I am happy to see that I am not the only one who feels the way I do.

I was surprised that the person I spoke to was experiencing similar things to what I have been feeling. 

This short exercise had given the group members an opportunity to organize their experiences, examine their feelings, share worries, symptoms, and thoughts, and note that they were not in the same place today, as they had been a week ago.  They could see improvement and change, and could expect more in the future.

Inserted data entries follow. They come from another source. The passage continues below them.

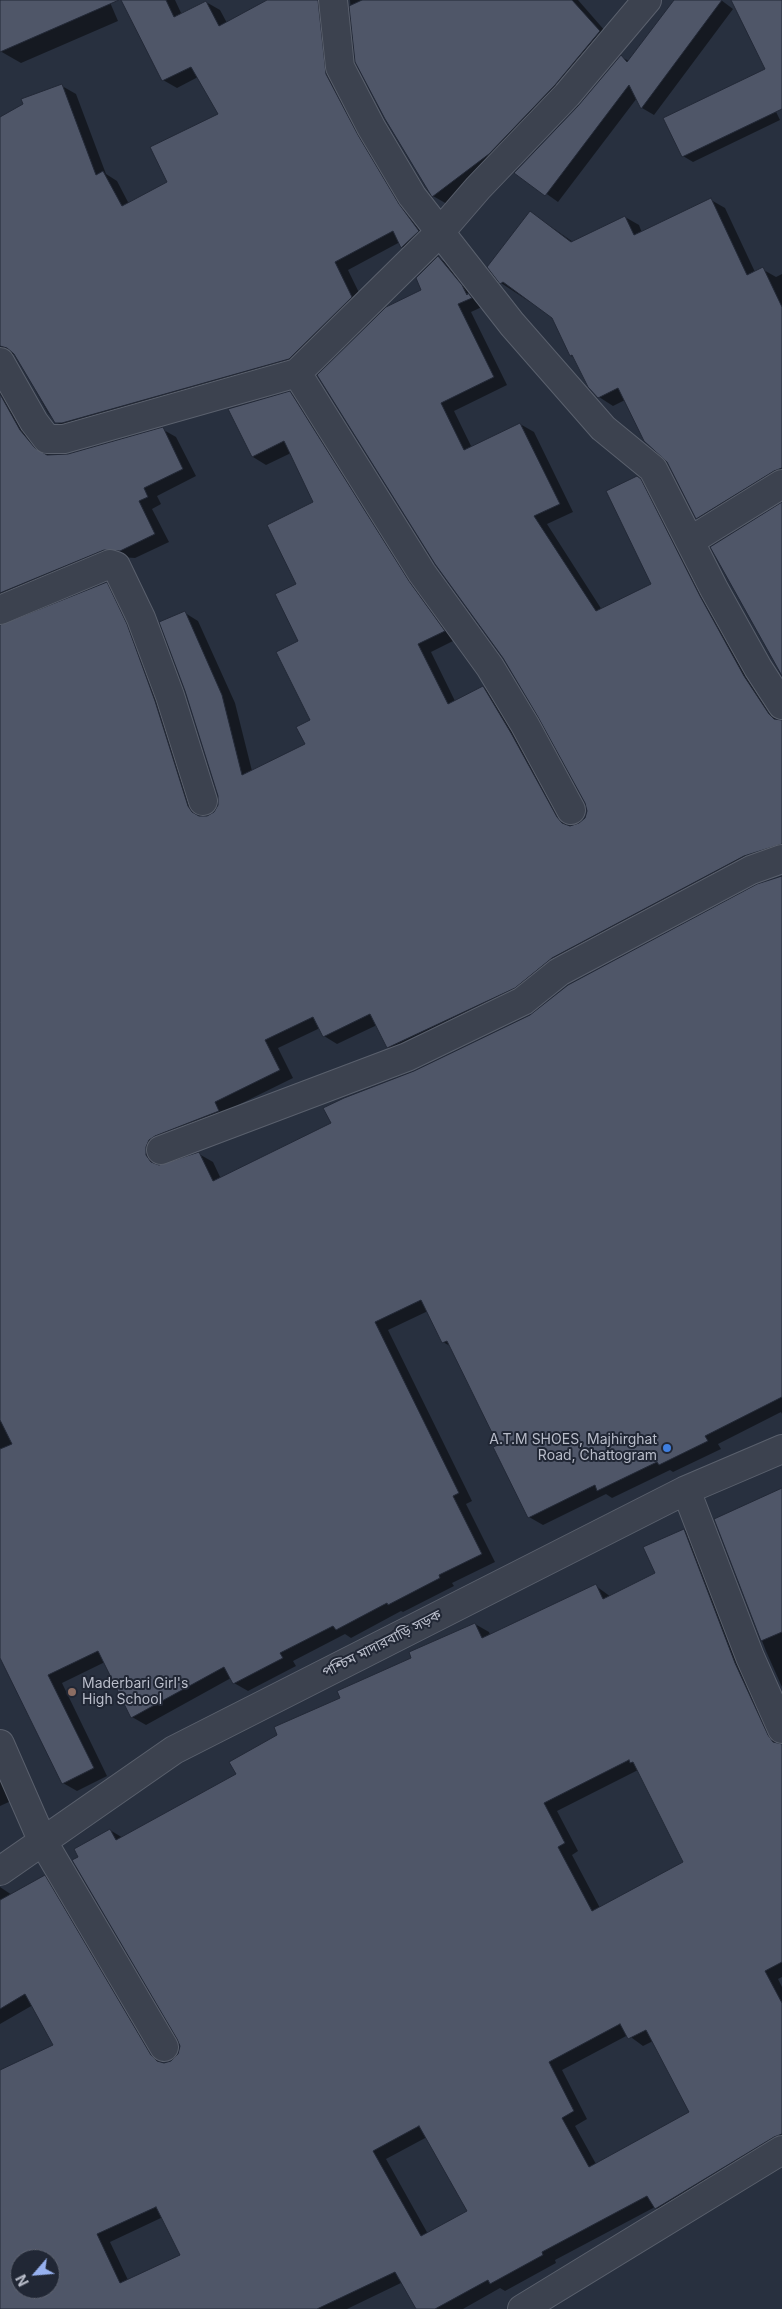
<!DOCTYPE html>
<html>
<head>
<meta charset="utf-8">
<style>
	body { margin:0 }
	#map { position:relative; width:782px; height:2309px; overflow:hidden; background:#28303f; font-family:Inter,sans-serif }
	canvas { display:block }
	.north { position:absolute; left:10px; top:2249px; width:50px; height:50px; box-sizing:border-box; background:#212735; border:1px solid #5e6371; border-radius:50%; rotate:243deg; font-size:14px; font-weight:700; line-height:20px; text-align:center; color:#b9bdca }
	.north::after { content:''; display:block; margin:auto; width:18px; height:22px; background:#97b1f0; clip-path:polygon(50% 0,100% 100%,50% 72%,0 100%) }
</style>
</head>
<body>
<div id="map">
<canvas width="782" height="2309"></canvas>
<div class="north">N</div>
</div>
<script>
const ctx = document.querySelector('canvas').getContext('2d');
ctx.lineJoin = 'round';
function fillPath(path, color) {
  ctx.fillStyle = color;
  ctx.fill(path, 'evenodd');
}
function toPath(rows) {
  const path = new Path2D();
  for (const r of rows) {
    path.moveTo(r[0], r[1]);
    for (let i = 2; i < r.length; i += 2) path.lineTo(r[i], r[i + 1]);
  }
  return path;
}
function trace(path, color, width, dash) {
  ctx.strokeStyle = color;
  ctx.lineWidth = width;
  ctx.lineCap = dash ? 'butt' : 'round';
  ctx.setLineDash(dash || []);
  ctx.stroke(path);
}
function write(font, color, halo, rows, align = 'center') {
  ctx.font = font + ' Inter,"Noto Sans Bengali",sans-serif';
  ctx.lineWidth = 4;
  ctx.setLineDash([]);
  ctx.textBaseline = 'middle';
  ctx.strokeStyle = halo;
  ctx.fillStyle = color;
  for (const [text, x, y, turn = 0] of rows) {
    ctx.save();
    ctx.translate(x, y);
    ctx.rotate((+turn || 0) * Math.PI / 180);
    ctx.textAlign = isNaN(turn) ? turn : align;
    if (halo) ctx.strokeText(text, 0, 0);
    ctx.fillText(text, 0, 0);
    ctx.restore();
  }
}
fillPath(toPath([
	[0,0,109,0,118,21,21,63,0,51],
	[122,0,175,0,182,15,206,2,220,10,227,23,270,0,334,0,340,83,432,239,416,255,402,247,400,242,348,270,365,305,303,366,70,431,56,422,48,413,15,354,7,356,0,363,0,119,62,86,76,94,106,174,117,181,129,204,169,183,219,115,198,77,177,88,163,80],
	[350,0,578,0,613,40,447,204,433,196,356,62],
	[676,0,721,0,733,9,654,115,642,108,637,98,558,202,516,172,579,107,621,57,629,61],
	[762,83,780,120,693,162,683,156],
	[711,200,725,208,755,272,762,269,776,277,782,274,782,482,711,526,697,518,668,461,625,400,613,406,599,397,575,358,571,356,553,317,501,283,530,212,573,242,625,217,639,225,642,233],
	[438,258,452,266,484,306,471,312,507,385,454,411,472,448,520,424,534,432,573,512,547,524,602,610,653,585,637,477,651,486,759,686,782,722,782,856,402,1055,388,1047,377,1025,337,1044,324,1036,320,1028,278,1048,293,1078,228,1110,159,1155,160,1165,199,1154,213,1162,221,1179,332,1124,414,1072,530,1016,782,877,782,1414,781,1412,718,1444,721,1449,673,1472,670,1470,612,1498,606,1494,543,1525,529,1517,500,1445,450,1346,443,1342,428,1311,388,1330,472,1501,466,1504,495,1562,452,1583,454,1586,403,1612,401,1611,351,1638,345,1634,293,1661,296,1666,248,1691,234,1683,231,1678,146,1725,132,1717,105,1662,62,1683,107,1776,77,1791,63,1783,0,1656,0,626,106,584,120,592,169,710,203,817,215,813,219,805,219,797,185,613,198,621,235,703,252,771,306,745,311,721,300,642,298,585,315,502,291,453,266,465,253,457,290,393,304,401,457,639,431,652,455,701,483,687,497,695,525,742,571,827,579,825,586,818,588,811,586,803,540,717,504,657,436,564,423,291],
	[0,379,34,439,47,454,68,455,162,429,176,437,196,476,157,496,161,504,152,509,169,542,135,558,119,557,0,612],
	[782,1490,782,1687,766,1651,715,1520],
	[684,1530,698,1538,749,1672,782,1745,782,1977,778,1979,782,1987,782,2148,670,2217,655,2207,555,2260,556,2263,505,2291,500,2288,463,2309,417,2309,403,2282,347,2309,0,2309,0,2072,55,2045,33,2005,0,2024,0,1887,12,1895,45,1877,58,1885,164,2064,173,2061,179,2055,181,2046,110,1830,123,1838,238,1774,341,1699,475,1624,489,1632,490,1635,596,1586,611,1597,657,1574],
	[638,1770,685,1862,600,1908,572,1855,578,1851,557,1811],
	[628,2035,643,2046,653,2041,691,2113,596,2164,575,2126,587,2119,562,2070],
	[427,2137,468,2212,428,2234,386,2159],
	[163,2217,181,2255,128,2280,110,2242],
	[20,2259,50,2259,50,2289,20,2289],
	[0,1779,11,1801,0,1806]
]), '#0007');
const building = toPath([
	[0,0,119,0,0,52,0,0],
	[121,0,166,0,174,17,206,1,219,26,267,0,318,0,326,74,358,135,399,204,419,231,401,248,393,231,335,262,352,297,289,359,62,423,55,423,14,354,7,348,0,346,0,117,23,104,21,99,62,84,96,175,103,171,122,206,167,182,150,147,218,114,191,67,162,81,121,0],
	[362,0,572,0,600,31,555,85,489,154,432,197,385,119,355,62,349,6,362,0],
	[674,0,722,0,641,109,629,85,545,196,514,173,578,106,621,55,627,62,674,0],
	[731,0,782,0,782,109,682,157,663,118,765,69,731,0],
	[711,198,747,275,763,267,782,307,782,468,774,471,696,519,667,462,644,441,618,388,598,398,588,387,572,355,570,356,552,318,503,282,500,284,487,267,530,211,571,242,625,216,634,235,711,198],
	[438,256,462,285,467,295,468,293,472,298,458,304,494,377,441,403,464,450,520,423,560,504,534,516,596,611,651,584,606,491,637,476,641,479,700,596,744,676,769,714,774,719,782,720,782,844,744,856,552,958,515,988,387,1048,370,1014,323,1037,313,1017,265,1040,280,1070,215,1102,219,1111,155,1136,149,1140,146,1147,146,1155,151,1162,159,1165,199,1152,213,1181,331,1123,323,1108,344,1098,414,1071,530,1015,568,985,757,884,782,876,782,1397,705,1436,708,1441,659,1465,657,1462,597,1491,595,1485,528,1518,493,1447,498,1445,447,1341,442,1343,421,1300,375,1322,459,1493,453,1496,482,1554,439,1575,440,1578,388,1605,387,1603,336,1630,333,1626,280,1653,283,1658,233,1684,224,1667,131,1718,98,1651,48,1675,94,1768,62,1784,0,1658,0,1449,12,1444,0,1420,0,625,107,582,127,624,155,701,188,806,192,812,199,816,207,816,214,812,218,805,218,796,185,691,159,622,185,611,222,695,242,775,305,744,296,727,310,720,276,652,298,641,275,594,296,584,267,525,313,502,284,441,252,457,228,409,290,391,409,581,445,631,418,644,448,704,483,686,511,733,557,817,562,823,570,826,579,823,585,818,587,811,585,803,538,717,503,658,435,564,317,375,386,307,421,290,416,278,438,256],
	[0,394,20,430,35,448,47,455,68,454,163,427,183,469,144,488,148,497,139,501,155,534,120,551,104,550,0,593,0,394],
	[782,502,782,676,710,547,782,502],
	[782,1488,782,1632,761,1641,714,1519,782,1488],
	[684,1529,735,1663,768,1735,773,1742,782,1744,782,1962,765,1971,782,2003,782,2134,774,2137,655,2209,647,2196,542,2252,543,2255,490,2284,488,2280,435,2309,416,2309,395,2272,317,2309,0,2309,0,2070,53,2045,25,1994,0,2009,0,1900,45,1875,151,2055,157,2061,164,2063,171,2061,178,2054,180,2046,177,2039,72,1860,78,1857,74,1849,110,1829,116,1840,236,1774,229,1762,277,1735,274,1727,340,1698,337,1691,411,1658,409,1652,475,1623,482,1638,596,1584,603,1599,655,1573,643,1547,684,1529],
	[629,1760,630,1763,633,1762,683,1862,592,1911,558,1847,565,1843,544,1803,629,1760],
	[620,2024,628,2039,646,2030,689,2112,589,2167,562,2118,574,2111,549,2062,620,2024],
	[419,2126,467,2211,421,2236,373,2151,419,2126],
	[156,2207,180,2255,120,2283,97,2234,156,2207],
	[20,2259,50,2259,50,2289,20,2289,20,2259]
]);
fillPath(building, '#4f5668');
trace(building, '#232937', 1);
const minor = toPath([
	[333,0,340,67,371,127,412,196,512,324,603,428,653,469,714,589,758,668,782,705],
	[0,362,34,422,47,439,64,439,297,373,440,232,478,188,567,95,647,0],
	[297,373,422,573,490,667,525,725,571,810],
	[690,541,782,484],
	[0,610,110,564,116,566,141,618,170,696,203,801],
	[161,1150,407,1057,523,1001,559,972,751,870,782,859],
	[686,1490,750,1657,782,1729],
	[0,1744,42,1840,164,2047],
	[0,1871,174,1750,686,1490,782,1449],
	[522,2309,782,2150]
]);
trace(minor, '#5a606d', 30);
trace(minor, '#3c424f', 28);
for (const [x, y, r, color] of [
	[667,1448,5,"#3f7fe0"],
	[72,1692,5,"#8d6e63"]
]) {
  const dot = new Path2D();
  dot.arc(x, y, r, 0, 2 * Math.PI);
  ctx.fillStyle = color;
  ctx.fill(dot);
  trace(dot, '#212735', 2);
}
write('14px', '#b9bdca', '#212735', [
	["A.T.M SHOES, Majhirghat",657,1440],
	["Road, Chattogram",657,1456],
	["Maderbari Girl's",82,1684,"left"],
	["High School",82,1700,"left"]
], 'right');
write('14px', '#b9bdca', '#212735', [
	["পশ্চিম মাদারবাড়ি সড়ক",382,1644,-27]
]);
</script>
</body>
</html>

This, then, is the cornerstones of resilience, that term we mental health professionals have borrowed from the more exact sciences and made our own.  Resilience, the ability to experience loss, trauma, pain, and fear, and to recover, is in fact, ordinary magic.  “Magic” by virtue of the fact that it is indeed magical that people who have lost so much can return to the tasks of daily living and get on with their lives, picking up the pieces one by one, and “ordinary” because most folks do bounce back..  Making sure to allow enough time and space to experience the pain, to understand that people heal at different rates, and that there is not one correct path to coping, was an essential part of what I could offer.

 

House in Rubble Mahadev Besi

House in Rubble
Mahadev Besi

 

After working with Nepali, Israeli and American staff and volunteers in Kathmandu, we took this exercise into the countryside to a village where all eighty mud and stone houses had been destroyed.  We visited the makeshift tents that families had erected near their emerald green rice fields and talked with them about sanitation and fears.  Later, a group of women assembled in the concrete and cinder block community center, the only building still standing.

 

Breathing Exercise Mahadev Besi

Breathing Exercise
Mahadev Besi

 

The forty brightly dressed women, with gold rings in their noses and ears, ranging in age from twenty to seventy sat quietly on the dirt ground in the small, unlit room.   Rashamita and Gita, the young Nepali women who a mere two days earlier had participated in that first session in Kathmandu, confidently directed the women in breathing and in the storytelling exercise. There was a palpable excitement in the air as the women eagerly paired off and spoke to each other from their hearts.  They laughed, they cried, and later sang and danced.  We ended the session standing in a circle holding hands, sending energy and blessings around the circle.

 

IMG_4282

Faces of Resilience

 

Resilience appears to have universal appeal and value.  Each time I come to a new country, an unknown culture, and hear a language that I do not understand, I am careful and move slowly. I do not assume that I know what is best.   Each time, I am delighted to find, once again, that we human beings have so much in common.  Whether it is a terrorist attack, war, hurricane, typhoon or earthquake, human beings grieve their losses, lick the wounds of their shattered assumptions about the world and their lives, and go on to cope, heal, and eventually thrive.

Resilience crosses cultures, bringing the promise of hope and healing.   This common core reaches far beyond geography, language and culture.  We are after all,  children of the universe.

The writer, along with a colleague from the Israel Center for the Treatment of Psychotrauma,  worked with Tevel B’Tzedek, an Israeli NGO that has been in Nepal for the last eight years working to improve living conditions and wellbeing.